In November, the paper had published an anonymous opinion piece about how its left-wing author was nearly turned into a racist after being exposed to right-wing views online.
Shortly after the article was published, Elfwick – who had previously duped the BBC World Service into allowing him to denounce Star Wars as “racist and homophobic” during a live radio broadcast – claimed authorship of the article.
Perhaps owing to his success at hoodwinking the BBC, many on Twitter – including award-winning US writer and leading New Atheist Sam Harris, whose views on Islam are cited in the article as having helped lead the author to nearly becoming a racist – seemed to accept Elfwick’s claim of authorship at face value.
This led to a high-profile Twitter spat between Harris and eminent US journalist Glenn Greenwald, who accused Harris of engaging in “hatermongering against Muslims.”
Harris later used Elfwick’s unsubstantiated claims to demand an apology from Greenwald.
When I asked Guardian Readers’ Editor Paul Chadwick about Elfwick’s claims, he insisted his paper was “confident about the authorship of the article,” and that he saw “no point encouraging trolls by paying them attention.”
In a follow-up e-mail, I asked Chadwick about his paper’s vetting procedures for anonymous contributors, stating my concern that “without being able to provide demonstrable evidence that an article is genuine, you open the doors to false claims of authorship.”

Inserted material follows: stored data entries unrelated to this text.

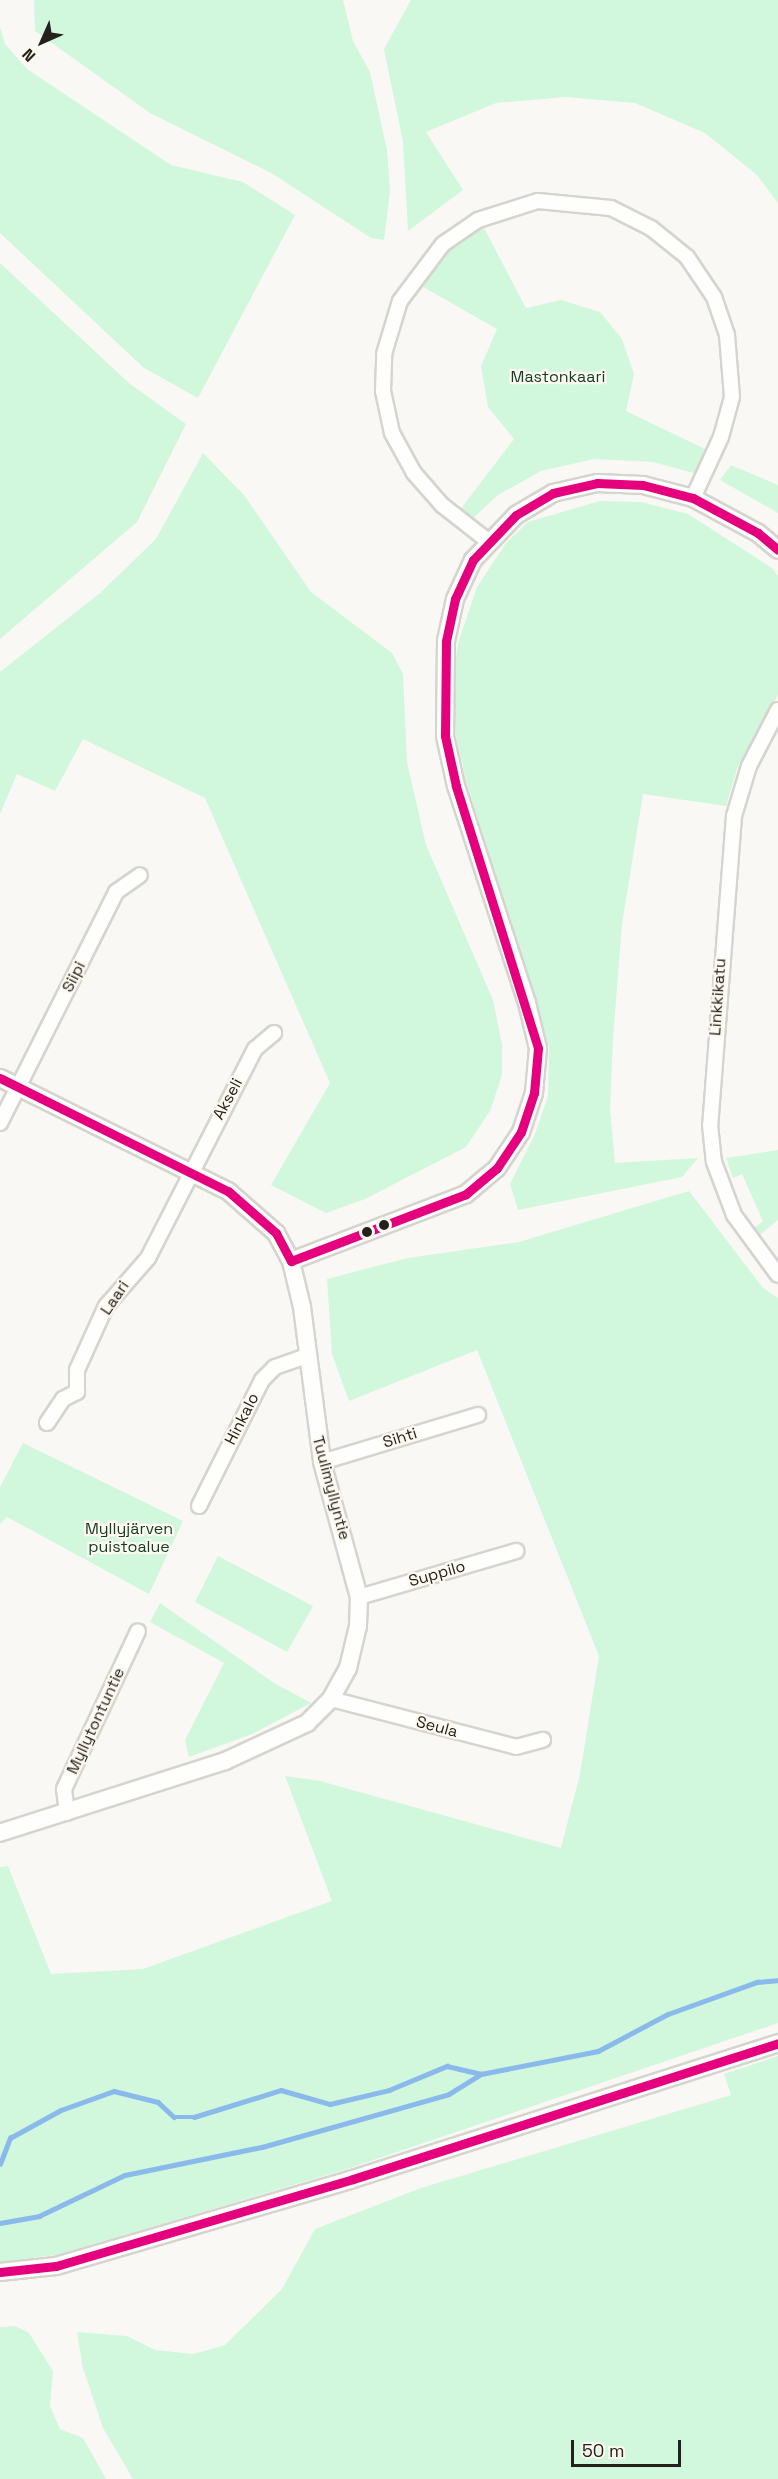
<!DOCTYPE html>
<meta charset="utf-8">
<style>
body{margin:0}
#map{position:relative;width:778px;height:2479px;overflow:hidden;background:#faf8f4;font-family:"Space Grotesk",sans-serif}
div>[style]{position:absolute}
.green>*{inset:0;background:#d1f7dd}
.stream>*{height:4.5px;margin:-2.25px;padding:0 2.25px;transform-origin:2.25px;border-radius:2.25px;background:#8ab9eb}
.roads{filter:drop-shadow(2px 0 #d6d4cf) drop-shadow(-2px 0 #d6d4cf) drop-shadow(0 2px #d6d4cf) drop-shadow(0 -2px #d6d4cf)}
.minor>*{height:14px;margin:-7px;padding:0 7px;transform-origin:7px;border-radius:7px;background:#fefefd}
.tertiary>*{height:16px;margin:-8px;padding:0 8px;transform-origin:8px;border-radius:8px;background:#fefefd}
.bus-1>*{height:9px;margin:-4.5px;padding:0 4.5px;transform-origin:4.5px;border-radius:4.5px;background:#e5007d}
.dots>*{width:16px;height:16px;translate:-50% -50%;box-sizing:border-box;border:3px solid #fef9f0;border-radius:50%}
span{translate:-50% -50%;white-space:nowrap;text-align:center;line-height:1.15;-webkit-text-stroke:4.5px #fef9f0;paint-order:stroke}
.park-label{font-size:16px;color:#0f3c25}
.street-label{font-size:16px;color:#23211b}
.north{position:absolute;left:12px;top:12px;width:60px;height:60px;-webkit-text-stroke:4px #fef9f0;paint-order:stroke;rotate:225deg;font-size:16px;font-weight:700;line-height:24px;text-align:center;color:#23211b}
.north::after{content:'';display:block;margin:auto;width:21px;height:27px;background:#23211b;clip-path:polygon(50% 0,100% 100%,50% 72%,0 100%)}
.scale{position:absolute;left:571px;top:2440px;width:110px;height:27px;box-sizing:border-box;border:3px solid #23211b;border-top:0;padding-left:8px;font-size:18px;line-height:21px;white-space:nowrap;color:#23211b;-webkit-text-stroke:4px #fef9f0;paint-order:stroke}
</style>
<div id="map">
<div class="green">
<div style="clip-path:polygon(34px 0,343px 0,353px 41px,370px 72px,387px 150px,390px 191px,384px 240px,371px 238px,273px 174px,150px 113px,35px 31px)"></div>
<div style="clip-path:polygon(411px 0,778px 0,778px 203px,757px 175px,705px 133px,635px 103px,566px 97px,496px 103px,426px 132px,463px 190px,408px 231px,403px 142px,384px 49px)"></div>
<div style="clip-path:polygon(0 27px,5px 44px,27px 69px,171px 165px,243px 182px,295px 215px,198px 398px,144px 368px,0 233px)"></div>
<div style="clip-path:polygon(483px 226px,526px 308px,561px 300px,600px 312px,622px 339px,634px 374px,626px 411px,707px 450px,697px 474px,653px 462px,594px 459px,541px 471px,498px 495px,472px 519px,459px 511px,514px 439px,488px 407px,481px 366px,497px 329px,418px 284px,443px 254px)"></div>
<div style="clip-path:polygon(0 263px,130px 384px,186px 424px,137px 522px,0 639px)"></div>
<div style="clip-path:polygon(203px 453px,244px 495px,311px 592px,392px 653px,403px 674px,407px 762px,426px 845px,493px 1000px,502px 1045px,502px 1075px,490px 1111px,466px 1147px,365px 1199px,326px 1213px,271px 1185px,330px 1083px,205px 798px,83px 739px,55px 791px,17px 774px,0 814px,0 672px,100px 593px,156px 539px)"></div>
<div style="clip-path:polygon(731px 465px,778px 485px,778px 513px,720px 480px)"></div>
<div style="clip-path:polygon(600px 501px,641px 502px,688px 514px,772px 568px,778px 576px,778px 695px,738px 766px,726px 806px,643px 794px,622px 924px,613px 1039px,610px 1109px,615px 1163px,698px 1158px,682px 1177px,518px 1210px,510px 1184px,535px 1134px,548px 1096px,549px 1046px,466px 781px,455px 731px,453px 680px,458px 643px,477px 587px,506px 543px,528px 522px)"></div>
<div style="clip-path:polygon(778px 1150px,778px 1220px,756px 1238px,751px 1231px,763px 1221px,742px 1174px,733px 1178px,726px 1158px)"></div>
<div style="clip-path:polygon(689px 1191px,763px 1288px,778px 1298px,778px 2023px,347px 2169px,56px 2255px,0 2262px,0 1867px,8px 1866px,51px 1974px,143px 1969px,332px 1901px,285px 1776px,320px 1781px,561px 1848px,580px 1774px,599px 1656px,477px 1350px,349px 1401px,332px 1354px,327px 1279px,408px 1258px,519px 1242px)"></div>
<div style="clip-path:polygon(23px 1443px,183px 1521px,149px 1594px,7px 1517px,0 1524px,0 1487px)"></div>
<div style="clip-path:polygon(218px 1556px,313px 1606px,287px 1652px,195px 1602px)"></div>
<div style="clip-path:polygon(160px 1603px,274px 1683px,311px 1703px,252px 1734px,189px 1757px,185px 1740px,224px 1663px,150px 1622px)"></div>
<div style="clip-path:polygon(778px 2056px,778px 2479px,133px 2479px,103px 2428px,83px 2368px,77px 2332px,127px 2336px,155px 2350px,194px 2354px,225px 2345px,282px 2289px,315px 2229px,421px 2188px,731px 2095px,724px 2074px)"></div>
<div style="clip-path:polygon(15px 2326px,29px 2333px,53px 2371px,50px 2406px,60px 2429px,83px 2438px,106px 2479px,0 2479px,0 2327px)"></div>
</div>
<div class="stream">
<div style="left:0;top:2164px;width:28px;rotate:-69deg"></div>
<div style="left:10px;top:2138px;width:58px;rotate:-28.8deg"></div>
<div style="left:61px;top:2110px;width:56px;rotate:-19.7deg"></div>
<div style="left:114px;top:2091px;width:45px;rotate:14deg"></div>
<div style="left:158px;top:2102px;width:22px;rotate:43deg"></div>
<div style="left:174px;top:2117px;width:20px"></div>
<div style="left:194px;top:2117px;width:91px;rotate:-17.2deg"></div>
<div style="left:281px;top:2090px;width:51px;rotate:15.9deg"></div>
<div style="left:330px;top:2104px;width:61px;rotate:-13.3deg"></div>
<div style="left:389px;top:2090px;width:63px;rotate:-22.5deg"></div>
<div style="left:447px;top:2066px;width:35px;rotate:13deg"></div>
<div style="left:481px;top:2074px;width:119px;rotate:-11.1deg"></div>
<div style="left:598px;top:2051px;width:79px;rotate:-27.9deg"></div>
<div style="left:668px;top:2014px;width:95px;rotate:-19.8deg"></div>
<div style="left:757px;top:1982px;width:21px;rotate:-5deg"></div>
<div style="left:0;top:2223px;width:40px;rotate:-10deg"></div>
<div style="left:39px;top:2216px;width:95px;rotate:-25.5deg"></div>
<div style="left:125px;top:2175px;width:140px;rotate:-11.6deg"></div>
<div style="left:262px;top:2147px;width:194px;rotate:-15.8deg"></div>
<div style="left:449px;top:2094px;width:38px;rotate:-32deg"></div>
</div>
<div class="roads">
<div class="minor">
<div style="left:488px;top:541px;width:58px;rotate:-142deg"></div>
<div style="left:442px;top:505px;width:43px;rotate:-131.2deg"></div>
<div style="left:414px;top:473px;width:46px;rotate:-118.8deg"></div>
<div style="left:392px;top:433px;width:43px;rotate:-102.1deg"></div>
<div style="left:383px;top:391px;width:37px;rotate:-88deg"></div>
<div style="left:384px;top:354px;width:55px;rotate:-73.2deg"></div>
<div style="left:400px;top:301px;width:71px;rotate:-53deg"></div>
<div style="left:443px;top:244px;width:42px;rotate:-34.4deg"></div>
<div style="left:478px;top:220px;width:63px;rotate:-17.6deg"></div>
<div style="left:538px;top:201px;width:73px;rotate:5.5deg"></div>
<div style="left:611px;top:208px;width:45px;rotate:26.6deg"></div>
<div style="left:651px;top:228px;width:46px;rotate:38.9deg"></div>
<div style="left:687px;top:257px;width:48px;rotate:56deg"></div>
<div style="left:714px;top:297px;width:40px;rotate:71.1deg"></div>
<div style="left:727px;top:335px;width:62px;rotate:85.4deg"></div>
<div style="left:732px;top:397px;width:41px;rotate:105.4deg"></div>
<div style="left:721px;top:437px;width:67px;rotate:114.7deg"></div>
<div style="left:778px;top:710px;width:63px;rotate:117.4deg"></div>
<div style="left:749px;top:766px;width:52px;rotate:106.7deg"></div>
<div style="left:734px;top:816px;width:310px;rotate:94.4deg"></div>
<div style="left:710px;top:1125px;width:37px;rotate:84deg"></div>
<div style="left:714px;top:1162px;width:57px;rotate:69.3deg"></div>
<div style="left:734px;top:1215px;width:74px;rotate:53.7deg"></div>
<div style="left:0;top:1123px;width:258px;rotate:-63.3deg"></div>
<div style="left:116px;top:892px;width:29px;rotate:-35deg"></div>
<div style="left:47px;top:1423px;width:29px;rotate:-56deg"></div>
<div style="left:63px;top:1399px;width:16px;rotate:-27deg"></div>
<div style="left:77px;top:1392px;width:22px;rotate:-90deg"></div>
<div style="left:77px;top:1370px;width:70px;rotate:-65.6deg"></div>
<div style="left:106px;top:1306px;width:64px;rotate:-48.8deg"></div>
<div style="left:148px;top:1258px;width:235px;rotate:-62.9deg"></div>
<div style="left:255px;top:1049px;width:25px;rotate:-40deg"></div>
<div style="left:322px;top:1462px;width:163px;rotate:-16.8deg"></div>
<div style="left:199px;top:1506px;width:141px;rotate:-63.4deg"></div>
<div style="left:262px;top:1380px;width:18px;rotate:-45deg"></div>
<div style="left:275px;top:1367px;width:34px;rotate:-19deg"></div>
<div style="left:359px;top:1597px;width:164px;rotate:-16.3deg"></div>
<div style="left:331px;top:1699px;width:191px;rotate:14.5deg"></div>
<div style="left:516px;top:1747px;width:28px;rotate:-15deg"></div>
<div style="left:67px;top:1813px;width:24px;rotate:-97deg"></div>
<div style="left:64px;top:1789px;width:174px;rotate:-64.9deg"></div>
</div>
<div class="tertiary">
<div style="left:0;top:1078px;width:254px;rotate:26.4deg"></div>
<div style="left:228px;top:1191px;width:64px;rotate:41.2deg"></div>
<div style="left:276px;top:1233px;width:32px;rotate:62deg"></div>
<div style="left:291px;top:1261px;width:47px;rotate:76.6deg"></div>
<div style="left:302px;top:1307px;width:156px;rotate:82.6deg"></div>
<div style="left:322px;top:1462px;width:140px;rotate:74.7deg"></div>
<div style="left:359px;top:1597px;width:29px;rotate:92deg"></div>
<div style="left:358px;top:1626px;width:43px;rotate:103.4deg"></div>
<div style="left:348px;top:1668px;width:35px;rotate:119deg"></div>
<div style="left:331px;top:1699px;width:34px;rotate:135deg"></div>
<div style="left:307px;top:1723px;width:90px;rotate:155.1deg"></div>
<div style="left:225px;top:1761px;width:236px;rotate:162.3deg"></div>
<div style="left:291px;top:1261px;width:187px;rotate:-20.9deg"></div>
<div style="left:466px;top:1194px;width:40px;rotate:-40deg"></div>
<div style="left:497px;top:1168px;width:43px;rotate:-56.3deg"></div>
<div style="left:521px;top:1132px;width:41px;rotate:-71.6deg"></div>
<div style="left:534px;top:1093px;width:45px;rotate:-84.9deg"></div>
<div style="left:538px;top:1048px;width:46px;rotate:-103.7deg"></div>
<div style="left:527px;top:1003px;width:228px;rotate:-108.1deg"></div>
<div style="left:456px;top:786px;width:51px;rotate:-102.4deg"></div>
<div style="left:445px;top:736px;width:95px;rotate:-89.4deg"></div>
<div style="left:446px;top:641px;width:43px;rotate:-77.9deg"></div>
<div style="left:455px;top:599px;width:43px;rotate:-65.2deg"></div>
<div style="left:473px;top:560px;width:62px;rotate:-46.3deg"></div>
<div style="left:516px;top:515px;width:43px;rotate:-30.7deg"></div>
<div style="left:553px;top:493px;width:45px;rotate:-12.8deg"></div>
<div style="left:597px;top:483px;width:46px;rotate:2.5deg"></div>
<div style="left:643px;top:485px;width:52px;rotate:14.6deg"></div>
<div style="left:693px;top:498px;width:74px;rotate:28.3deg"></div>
<div style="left:758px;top:533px;width:26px;rotate:40deg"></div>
<div style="left:0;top:2272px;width:56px;rotate:-6.1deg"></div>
<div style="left:56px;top:2266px;width:309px;rotate:-16.3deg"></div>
<div style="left:353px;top:2179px;width:446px;rotate:-17.7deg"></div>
</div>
</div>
<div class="bus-1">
<div style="left:0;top:1078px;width:254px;rotate:26.4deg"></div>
<div style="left:228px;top:1191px;width:64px;rotate:41.2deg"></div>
<div style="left:276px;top:1233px;width:32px;rotate:62deg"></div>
<div style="left:291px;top:1261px;width:187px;rotate:-20.9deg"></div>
<div style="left:466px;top:1194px;width:40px;rotate:-40deg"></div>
<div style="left:497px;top:1168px;width:43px;rotate:-56.3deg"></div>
<div style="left:521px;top:1132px;width:41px;rotate:-71.6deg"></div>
<div style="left:534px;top:1093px;width:45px;rotate:-84.9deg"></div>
<div style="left:538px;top:1048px;width:275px;rotate:-107.4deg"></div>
<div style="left:456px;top:786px;width:51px;rotate:-102.4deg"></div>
<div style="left:445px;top:736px;width:95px;rotate:-89.4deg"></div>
<div style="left:446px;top:641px;width:43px;rotate:-77.9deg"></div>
<div style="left:455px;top:599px;width:43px;rotate:-65.2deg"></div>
<div style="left:473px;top:560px;width:62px;rotate:-46.3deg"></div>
<div style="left:516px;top:515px;width:43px;rotate:-30.7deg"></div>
<div style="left:553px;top:493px;width:45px;rotate:-12.8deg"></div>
<div style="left:597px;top:483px;width:46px;rotate:2.5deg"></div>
<div style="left:643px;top:485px;width:52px;rotate:14.6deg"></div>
<div style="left:693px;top:498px;width:74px;rotate:28.3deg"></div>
<div style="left:758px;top:533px;width:26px;rotate:40deg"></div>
<div style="left:0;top:2272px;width:56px;rotate:-6.1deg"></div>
<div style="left:56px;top:2266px;width:309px;rotate:-16.3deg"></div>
<div style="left:353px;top:2179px;width:446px;rotate:-17.7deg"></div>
</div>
<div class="dots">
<div style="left:384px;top:1225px;background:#23211b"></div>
<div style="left:367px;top:1232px;background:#23211b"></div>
</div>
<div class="park-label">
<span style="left:558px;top:377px">Mastonkaari</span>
<span style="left:129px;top:1538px">Myllyjärven<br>puistoalue</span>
</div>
<div class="street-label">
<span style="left:74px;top:977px;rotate:-63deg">Siipi</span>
<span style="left:718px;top:997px;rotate:-86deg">Linkkikatu</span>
<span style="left:228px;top:1099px;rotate:-62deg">Akseli</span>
<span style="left:115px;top:1298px;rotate:-56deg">Laari</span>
<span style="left:242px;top:1419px;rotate:-63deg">Hinkalo</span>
<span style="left:400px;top:1438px;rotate:-17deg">Sihti</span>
<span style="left:331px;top:1488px;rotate:75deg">Tuulimyllyntie</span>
<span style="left:437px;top:1574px;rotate:-16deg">Suppilo</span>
<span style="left:96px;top:1721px;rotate:-65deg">Myllytontuntie</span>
<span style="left:437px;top:1727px;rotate:15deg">Seula</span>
</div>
<div class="north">N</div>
<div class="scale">50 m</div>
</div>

Here is his January 3, 2017 response:
From: Readers’ editor (Guardian) <email@example.com>
To: **** <****@aol.com>
Subject: Re: Question about Anonymous Guardian article re: possible hoax
Date: Tue, 3 Jan 2017 19:20
Dear Dean Jones,
Yes, there are processes for vetting contributors, but I am sure you will understand that if they are to maintain their effectiveness it is counterproductive to detail them.